Station 6: Jesus stops to purchase a "my parents went to Israel and all I got was this lousy t-shirt" and other assorted parapehalia.
Where is Morocco? Two whole weeks there and not even a hint? A whisper. Sorry friends. Alison was supposed to blog about it. But her schedule is crammed with her sudoku obsession and new found friend, "Parasite Pete." She's swamped.
(She's really not swamped. Everytime someone brings up the blog, she get's all "I don't wannnnnna blog, I don't knooooooow what to say, I'm perfectly haaaaaaappy just traveling and not publishing my thoughts for the whoooooole wooooooorld to see!"
Clearly she's exaggerating. I keep telling her that Paying the Bribe's loyal readers really consist of my mom. And Sarah's mom.
Suffice it to say, we loved Morocco. We wandered through many a market, enjoyed mint tea, fended off snake charmers and quoted Casablanca as often as possible. Even ate at a recreation of Rick's Cafe...of all the gin joints in all the towns in all the world...
My poor father actually turned down an offer to marry us off for camels, rugs and a lovely home in the old city of Fez. Undoubtedly, he already regrets it.
At any rate, it was relaxing, enjoyable and surprisingly easy to travel through. Though perhaps we're just warped. Compared to India, everywhere seems easy...
We're now coming to the end of our two weeks in Israel. It's really difficult to be ambivalent about this place once you're seen it.
We were alarmed at first. There's something about seeing 18 year olds with ipods, cell phones, acne and hair scrunchies carrying M60s slung across their back. You find yourself thinking..."someone did teach them how to put the safety on that thing, no?"
But the constant tension I expected to feel, the nervousness and fear and hatred is difficult to perceive...at least at first glance. Granted if we had traveled through the West Bank or Gaza, our experience would be decidedly different.

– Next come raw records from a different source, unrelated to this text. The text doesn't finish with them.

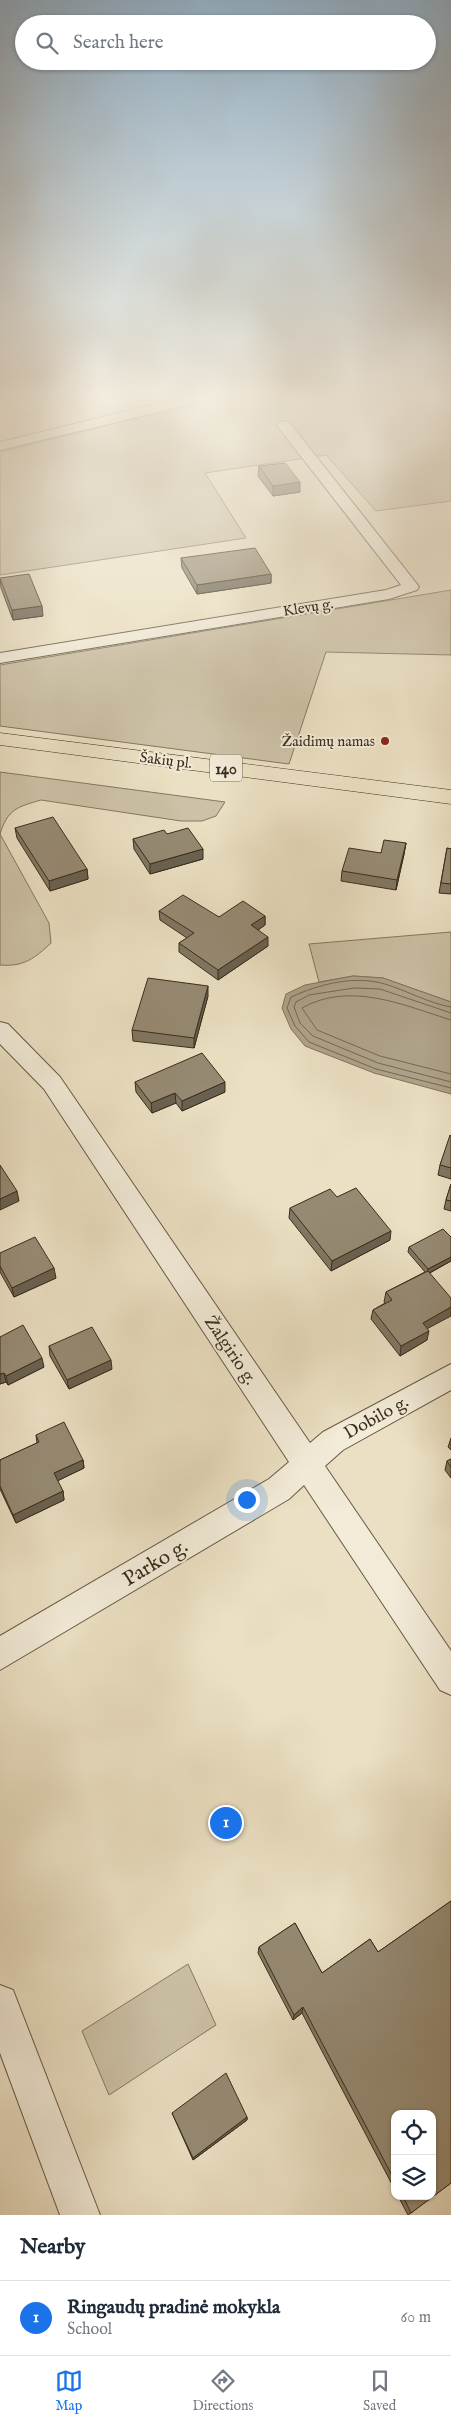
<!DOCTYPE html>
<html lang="en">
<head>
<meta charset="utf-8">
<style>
	:root { --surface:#fff; --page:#f6f6f7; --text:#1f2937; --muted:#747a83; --line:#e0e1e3; --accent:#1a73e8 }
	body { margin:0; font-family:"IM FELL English",serif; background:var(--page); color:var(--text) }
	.controls { position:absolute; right:15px; bottom:15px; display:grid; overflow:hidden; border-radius:10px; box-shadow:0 1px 4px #0004 }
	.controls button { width:45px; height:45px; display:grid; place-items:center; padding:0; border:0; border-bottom:1px solid var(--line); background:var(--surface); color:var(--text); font:25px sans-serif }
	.you { position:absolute; left:246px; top:1499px; width:18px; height:18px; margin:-12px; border:4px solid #fff; border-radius:50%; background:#1a73e8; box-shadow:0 0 0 8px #1a73e833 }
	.badge { display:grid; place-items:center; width:32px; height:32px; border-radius:50%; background:var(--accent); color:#fff; font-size:16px; font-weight:700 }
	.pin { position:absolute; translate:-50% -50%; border:2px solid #fff; box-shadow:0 1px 5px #0006 }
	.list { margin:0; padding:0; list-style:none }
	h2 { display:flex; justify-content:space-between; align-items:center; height:65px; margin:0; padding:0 20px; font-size:21px }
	h2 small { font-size:16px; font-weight:400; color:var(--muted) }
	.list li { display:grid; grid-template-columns:32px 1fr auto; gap:15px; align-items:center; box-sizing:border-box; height:75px; padding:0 20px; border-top:1px solid var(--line) }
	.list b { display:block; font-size:19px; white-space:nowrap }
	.list p { margin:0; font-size:16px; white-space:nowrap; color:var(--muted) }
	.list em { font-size:16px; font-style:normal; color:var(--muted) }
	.icon { flex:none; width:28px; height:28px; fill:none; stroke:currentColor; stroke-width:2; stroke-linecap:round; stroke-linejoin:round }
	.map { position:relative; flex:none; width:451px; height:2215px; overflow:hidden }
	.search { position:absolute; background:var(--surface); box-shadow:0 1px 4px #0004; left:15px; right:15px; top:15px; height:55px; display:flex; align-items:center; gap:12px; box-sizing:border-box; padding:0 18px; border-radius:28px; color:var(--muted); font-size:19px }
	.sheet { height:140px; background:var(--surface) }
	nav { display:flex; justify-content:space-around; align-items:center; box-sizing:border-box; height:70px; border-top:1px solid var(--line); background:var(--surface); font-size:14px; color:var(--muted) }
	nav a { display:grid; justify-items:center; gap:2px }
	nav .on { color:var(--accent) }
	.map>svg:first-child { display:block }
	.green { fill:#cdc2a7; stroke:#847862 }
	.water { fill:#afa38a; stroke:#80745e }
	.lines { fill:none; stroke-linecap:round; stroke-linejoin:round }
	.shore { stroke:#746853; stroke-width:1 }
	.minor-casing { stroke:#665a46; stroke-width:2 }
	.primary-casing { stroke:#3a2d1c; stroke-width:1 }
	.minor { fill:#f2ebd8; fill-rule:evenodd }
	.primary { fill:#ebe0c3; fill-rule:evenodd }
	.wall { fill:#817763; stroke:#3a2d1c }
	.shaded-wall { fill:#696150; stroke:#3a2d1c }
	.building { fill:#968a73; stroke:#3a2d1c }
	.poi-dot { fill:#8f2418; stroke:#f2ebd8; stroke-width:2 }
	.labels { text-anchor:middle; stroke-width:4; stroke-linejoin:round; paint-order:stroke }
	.far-street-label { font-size:15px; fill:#3a2d1c; stroke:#f2ebd8 }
	.far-poi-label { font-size:15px; fill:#3a2d1c; stroke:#f2ebd8; text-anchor:end }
	.shield { fill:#f2ebd8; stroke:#716654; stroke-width:1 }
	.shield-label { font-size:16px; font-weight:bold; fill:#3a2d1c }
	.street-label { font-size:18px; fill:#3a2d1c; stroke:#f2ebd8 }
	.near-street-label { font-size:21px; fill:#3a2d1c; stroke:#f2ebd8 }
</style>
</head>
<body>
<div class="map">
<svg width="451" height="2215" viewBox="0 0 451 2215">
	<rect width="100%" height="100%" fill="#ebe0c3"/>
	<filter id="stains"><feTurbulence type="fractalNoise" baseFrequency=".004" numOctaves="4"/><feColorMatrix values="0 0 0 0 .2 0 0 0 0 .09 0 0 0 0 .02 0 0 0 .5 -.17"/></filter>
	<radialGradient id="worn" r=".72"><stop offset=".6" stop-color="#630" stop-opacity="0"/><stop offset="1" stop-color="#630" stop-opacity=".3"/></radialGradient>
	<!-- green -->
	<g class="green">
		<path d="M 228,396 L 431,396 L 451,415 L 451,501 L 376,511 L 326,455 L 205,473 L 246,538 L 0,575 L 0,452 Z"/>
		<path d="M 451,590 L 451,655 L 326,652 L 289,764 L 0,726 L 0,665 Z"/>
		<path d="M 0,772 L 225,802 L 216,816 L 202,821 L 181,821 L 41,800 C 17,807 8,809 0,834 L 49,923 L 51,943 C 35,958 24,967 0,965 Z"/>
		<path d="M 451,932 L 451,1002 L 383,978 L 353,976 L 319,982 L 309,944 Z"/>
		<path d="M 188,1964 L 216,2025 L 109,2095 L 82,2031 Z"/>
	</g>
	<!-- water -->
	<path class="water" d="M 353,976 L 383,978 L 451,1002 L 451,1094 L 374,1073 L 305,1046 L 291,1029 L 282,1008 L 286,994 L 305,985 Z"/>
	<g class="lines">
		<!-- shore -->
		<g class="shore">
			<path d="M 451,1007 C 428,1003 408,991 385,984 C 354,975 320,984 291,997 L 287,1008 L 295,1026 L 309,1042 L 376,1069 L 451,1088"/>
			<path d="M 451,1013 L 380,989 L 354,988 L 309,995 L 296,1002 L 294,1007 L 300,1023 L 313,1036 L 378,1063 L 451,1082"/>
			<path d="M 451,1020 C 403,1005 350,981 302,1008 L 317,1030 L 380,1056 L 451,1074"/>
		</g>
		<!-- minor casing -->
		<g class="minor-casing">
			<g id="minor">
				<path d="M 189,396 L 214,396 L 213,399 L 0,450 L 0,442 Z"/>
				<path d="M 284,421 L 289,422 L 417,584 L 419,587 L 417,590 L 389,599 L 0,663 L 0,653 L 386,590 L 401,585 L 279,428 L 277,425 L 279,422 Z"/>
				<path d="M 0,1022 L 8,1024 L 60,1077 L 310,1443 L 323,1432 L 451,1364 L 451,1390 L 343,1450 L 325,1466 L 451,1651 L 451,1695 L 440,1690 L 304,1485 L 289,1499 L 0,1670 L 0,1636 L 269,1479 L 289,1462 L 44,1089 L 0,1044 Z"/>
				<path d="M 0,1985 L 13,1990 L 100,2215 L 60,2215 L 0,2053 Z"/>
			</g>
		</g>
		<!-- primary casing -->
		<g class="primary-casing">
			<path id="primary" d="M 0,733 L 451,790 L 451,804 L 0,745 Z"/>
		</g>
		<!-- minor -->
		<use href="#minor" class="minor"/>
		<!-- primary -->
		<use href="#primary" class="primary"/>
	</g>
	<!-- wall -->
	<g class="wall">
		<path d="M 259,466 L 300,492 L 273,496 L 258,476 Z"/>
		<path d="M 181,558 L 271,574 L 271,583 L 197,594 L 182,568 Z"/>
		<path d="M 0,578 L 43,616 L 13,620 L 1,588 Z"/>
		<path d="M 15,828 L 87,869 L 88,879 L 50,891 L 17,838 Z"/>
		<path d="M 167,834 L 203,859 L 150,874 L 134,849 L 133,839 Z"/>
		<path d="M 406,843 L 404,854 L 396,890 L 341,881 L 342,871 L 381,853 Z"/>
		<path d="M 447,848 L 451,849 L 451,894 L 439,893 Z"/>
		<path d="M 159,911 L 219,917 L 265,916 L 265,925 L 258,930 L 268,946 L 218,980 L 179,952 L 179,943 L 187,938 L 160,920 Z"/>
		<path d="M 208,996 L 194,1048 L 133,1041 L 132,1030 Z"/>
		<path d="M 135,1082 L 225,1092 L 182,1111 L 176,1103 L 152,1113 L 136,1092 Z"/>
		<path d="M 451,1136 L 451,1179 L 438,1175 L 440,1165 Z"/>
		<path d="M 451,1184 L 451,1211 L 444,1209 L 446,1200 Z"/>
		<path d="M 290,1208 L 390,1240 L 331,1271 L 289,1218 Z"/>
		<path d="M 451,1237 L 451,1261 L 430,1273 L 427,1340 L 400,1356 L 371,1319 L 373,1310 L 385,1303 L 384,1302 L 386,1292 L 425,1272 L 408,1252 L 409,1247 Z"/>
		<path d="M 0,1253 L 56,1278 L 14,1297 L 0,1272 Z"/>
		<path d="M 0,1337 L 44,1367 L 8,1385 L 6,1382 L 0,1384 Z"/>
		<path d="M 49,1346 L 112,1369 L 69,1389 L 50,1356 Z"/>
		<path d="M 36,1435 L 83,1460 L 84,1468 L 57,1481 L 63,1491 L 64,1500 L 16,1523 L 0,1489 L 0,1460 L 37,1443 Z"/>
		<path d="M 451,1438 L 451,1450 L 448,1447 Z"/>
		<path d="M 451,1459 L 451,1478 L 445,1470 L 447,1461 Z"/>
		<path d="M 451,1901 L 451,2183 L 411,2213 L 408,2215 L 398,2196 L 432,2196 L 432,2114 L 395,2114 L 395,2190 L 302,2013 L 293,2020 L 258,1953 L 259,1947 L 295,1923 L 322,1973 L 370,1939 L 378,1952 Z"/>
		<path d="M 172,2113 L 247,2117 L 247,2120 L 193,2160 Z"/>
	</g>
	<!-- shaded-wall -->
	<g class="shaded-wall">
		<path d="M 300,482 L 300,492 L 273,496 L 273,486 Z"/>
		<path d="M 271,574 L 271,583 L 197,594 L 197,585 Z"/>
		<path d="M 42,606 L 43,616 L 13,620 L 12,610 Z"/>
		<path d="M 406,843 L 404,854 L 396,890 L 397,880 Z"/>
		<path d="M 203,849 L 203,859 L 150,874 L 150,864 Z"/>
		<path d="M 87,869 L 88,879 L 50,891 L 49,881 Z"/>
		<path d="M 265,916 L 265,925 L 251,935 L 251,925 Z"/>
		<path d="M 268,937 L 268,946 L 218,980 L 218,970 Z"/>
		<path d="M 208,986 L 208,996 L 194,1048 L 194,1038 Z"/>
		<path d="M 225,1082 L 225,1092 L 182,1111 L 182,1101 Z"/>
		<path d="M 175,1093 L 176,1103 L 152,1113 L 151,1103 Z"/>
		<path d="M 17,1191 L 19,1201 L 0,1210 L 0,1199 Z"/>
		<path d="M 391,1231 L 390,1240 L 331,1271 L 332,1261 Z"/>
		<path d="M 451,1257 L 451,1261 L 427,1274 L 428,1269 Z"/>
		<path d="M 54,1268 L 56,1278 L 14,1297 L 12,1288 Z"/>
		<path d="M 451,1307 L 451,1316 L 421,1332 L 423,1323 Z"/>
		<path d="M 429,1331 L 427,1340 L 400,1356 L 401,1346 Z"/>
		<path d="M 42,1358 L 44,1367 L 8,1385 L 6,1376 Z"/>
		<path d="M 111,1360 L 112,1369 L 69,1389 L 67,1380 Z"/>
		<path d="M 4,1373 L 6,1382 L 0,1384 L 0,1374 Z"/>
		<path d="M 83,1460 L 84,1468 L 55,1482 L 54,1473 Z"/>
		<path d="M 63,1491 L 64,1500 L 16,1523 L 13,1515 Z"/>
		<path d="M 303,2007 L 302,2013 L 293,2020 L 294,2015 Z"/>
		<path d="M 247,2117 L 247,2120 L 193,2160 L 193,2158 Z"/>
	</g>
	<!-- building -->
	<g class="building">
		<path d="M 285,463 L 300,482 L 273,486 L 259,466 Z"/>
		<path d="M 255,548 L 271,574 L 197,585 L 181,558 Z"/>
		<path d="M 29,574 L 42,606 L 12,610 L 0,578 Z"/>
		<path d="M 53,817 L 87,869 L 49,881 L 15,828 Z"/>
		<path d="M 188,828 L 203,849 L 150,864 L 133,839 L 164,830 L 167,834 Z"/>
		<path d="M 384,840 L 406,843 L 397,880 L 342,871 L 349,848 L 381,853 Z"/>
		<path d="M 447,848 L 451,849 L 451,884 L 441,883 Z"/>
		<path d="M 183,895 L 219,917 L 243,901 L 265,916 L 251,925 L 268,937 L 218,970 L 179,943 L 194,933 L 159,911 Z"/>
		<path d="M 148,978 L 208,986 L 194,1038 L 132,1030 Z"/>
		<path d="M 202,1053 L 225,1082 L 182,1101 L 175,1093 L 151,1103 L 135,1082 Z"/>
		<path d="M 450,1135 L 451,1136 L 451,1168 L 440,1165 Z"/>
		<path d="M 0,1165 L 17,1191 L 0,1199 Z"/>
		<path d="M 451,1184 L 451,1201 L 446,1200 Z"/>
		<path d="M 356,1188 L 391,1231 L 332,1261 L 290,1208 L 330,1189 L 337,1197 Z"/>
		<path d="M 443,1229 L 451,1237 L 451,1257 L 428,1269 L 409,1247 Z"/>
		<path d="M 35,1237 L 54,1268 L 12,1288 L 0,1266 L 0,1253 Z"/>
		<path d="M 428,1271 L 451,1298 L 451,1307 L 423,1323 L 429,1331 L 401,1346 L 373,1310 L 392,1300 L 386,1292 Z"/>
		<path d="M 23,1325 L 42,1358 L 6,1376 L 4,1373 L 0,1374 L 0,1337 Z"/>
		<path d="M 92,1327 L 111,1360 L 67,1380 L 49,1346 Z"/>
		<path d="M 64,1422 L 83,1460 L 54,1473 L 63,1491 L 13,1515 L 0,1486 L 0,1460 L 39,1442 L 36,1435 Z"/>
		<path d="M 451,1459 L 451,1467 L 447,1461 Z"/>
		<path d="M 451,1901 L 451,2183 L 411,2213 L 403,2196 L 432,2196 L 432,2114 L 395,2114 L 395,2181 L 303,2007 L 294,2015 L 259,1947 L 295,1923 L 322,1973 L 370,1939 L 378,1952 Z"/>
		<path d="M 226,2073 L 247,2117 L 193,2158 L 172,2113 Z"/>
	</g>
	<!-- sky -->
	<linearGradient id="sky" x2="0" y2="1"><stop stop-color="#91adc2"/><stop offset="0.56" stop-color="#f6f1e4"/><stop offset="1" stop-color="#f6f1e4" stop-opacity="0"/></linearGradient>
	<rect width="451" height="707" fill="url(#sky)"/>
	<!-- markers -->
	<circle class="poi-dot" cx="385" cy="741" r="5"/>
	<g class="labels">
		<!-- far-street labels -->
		<g class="far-street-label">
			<text transform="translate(308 607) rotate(-9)" y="5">Klevų g.</text>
			<text transform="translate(166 760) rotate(7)" y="5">Šakių pl.</text>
		</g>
		<!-- far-poi labels -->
		<g class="far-poi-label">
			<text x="375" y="746">Žaidimų namas</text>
		</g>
		<!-- shield labels -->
		<rect class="shield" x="210" y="754.5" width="32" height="27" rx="4"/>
		<g class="shield-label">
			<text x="226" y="774">140</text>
		</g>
		<!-- street labels -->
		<g class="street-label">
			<text transform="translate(231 1350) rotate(56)" y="6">Žalgirio g.</text>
			<text transform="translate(376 1417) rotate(-29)" y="6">Dobilo g.</text>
		</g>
		<!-- near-street labels -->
		<g class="near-street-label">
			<text transform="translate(155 1562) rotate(-31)" y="7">Parko g.</text>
		</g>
	</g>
	<rect width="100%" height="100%" filter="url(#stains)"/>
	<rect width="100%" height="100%" fill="url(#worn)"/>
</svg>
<div class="controls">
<button><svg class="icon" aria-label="locate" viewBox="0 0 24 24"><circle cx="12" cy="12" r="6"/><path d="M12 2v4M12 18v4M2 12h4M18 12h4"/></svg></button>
<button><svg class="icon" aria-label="layers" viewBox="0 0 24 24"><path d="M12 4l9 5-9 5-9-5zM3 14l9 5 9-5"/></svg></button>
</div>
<div class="you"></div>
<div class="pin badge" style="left:226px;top:1823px">1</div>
<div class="search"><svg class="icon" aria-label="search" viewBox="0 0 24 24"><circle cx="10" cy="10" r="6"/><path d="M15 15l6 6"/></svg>Search here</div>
</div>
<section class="sheet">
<h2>Nearby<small></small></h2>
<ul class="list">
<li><span class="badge">1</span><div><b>Ringaudų pradinė mokykla</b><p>School</p></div><em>60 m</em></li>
</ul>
</section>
<nav>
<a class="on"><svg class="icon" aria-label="map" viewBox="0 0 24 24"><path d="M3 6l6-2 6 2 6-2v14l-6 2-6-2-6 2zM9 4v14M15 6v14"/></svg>Map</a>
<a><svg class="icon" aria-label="directions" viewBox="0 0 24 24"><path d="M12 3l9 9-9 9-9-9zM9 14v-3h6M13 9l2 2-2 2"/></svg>Directions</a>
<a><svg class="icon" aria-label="saved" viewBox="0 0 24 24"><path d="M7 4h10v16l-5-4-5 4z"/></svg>Saved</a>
</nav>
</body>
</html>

But what we came away with is an impression of this tiny place, one that you could drive the distance of in half a day...with more than half of it seemingly unusable, dessert. All of it crammed with people that want a piece of it. The huge number of Christian pilgrims that tromp around the old city of Jerusalem wearing a caps that say "Praise the Lord." The four different sects of Christianity that share the Church of the Holy Sepulcher, with Orthodox priests scurrying around Catholic monks, an uneasy peace among them. The stations of the cross mixed in among the huge market in the Arab quarter, prompting Jamie and Benjamin's classic line, "Station 6: Jesus stops off for a pack of smokes and a scratch card." The Wailing Wall positioned right next to the Dome of the Rock, the Armenian quarter running smack into the Jewish quarter.
Ali at some random station...
The old city...and a large parking lot, apparently...
But most of all...I've been struck by how functional it is. The images you get when you think of Israel, I expected to see at least 3 explosions, a little rock throwing or at the very least some very pissed off graffiti. And yet somehow...after a few days, those images are gone. And it's hard to imagine you ever had them. And you fall in alongside everyone else who is getting up every day and living their life in this tiny strip of land, despite the dangers and frustrations and injustices.
At the suprisingly peaceful Lebanon border...
Waxing poetic now.
Sarah will flog me for treading on her sacred ground. Apologies.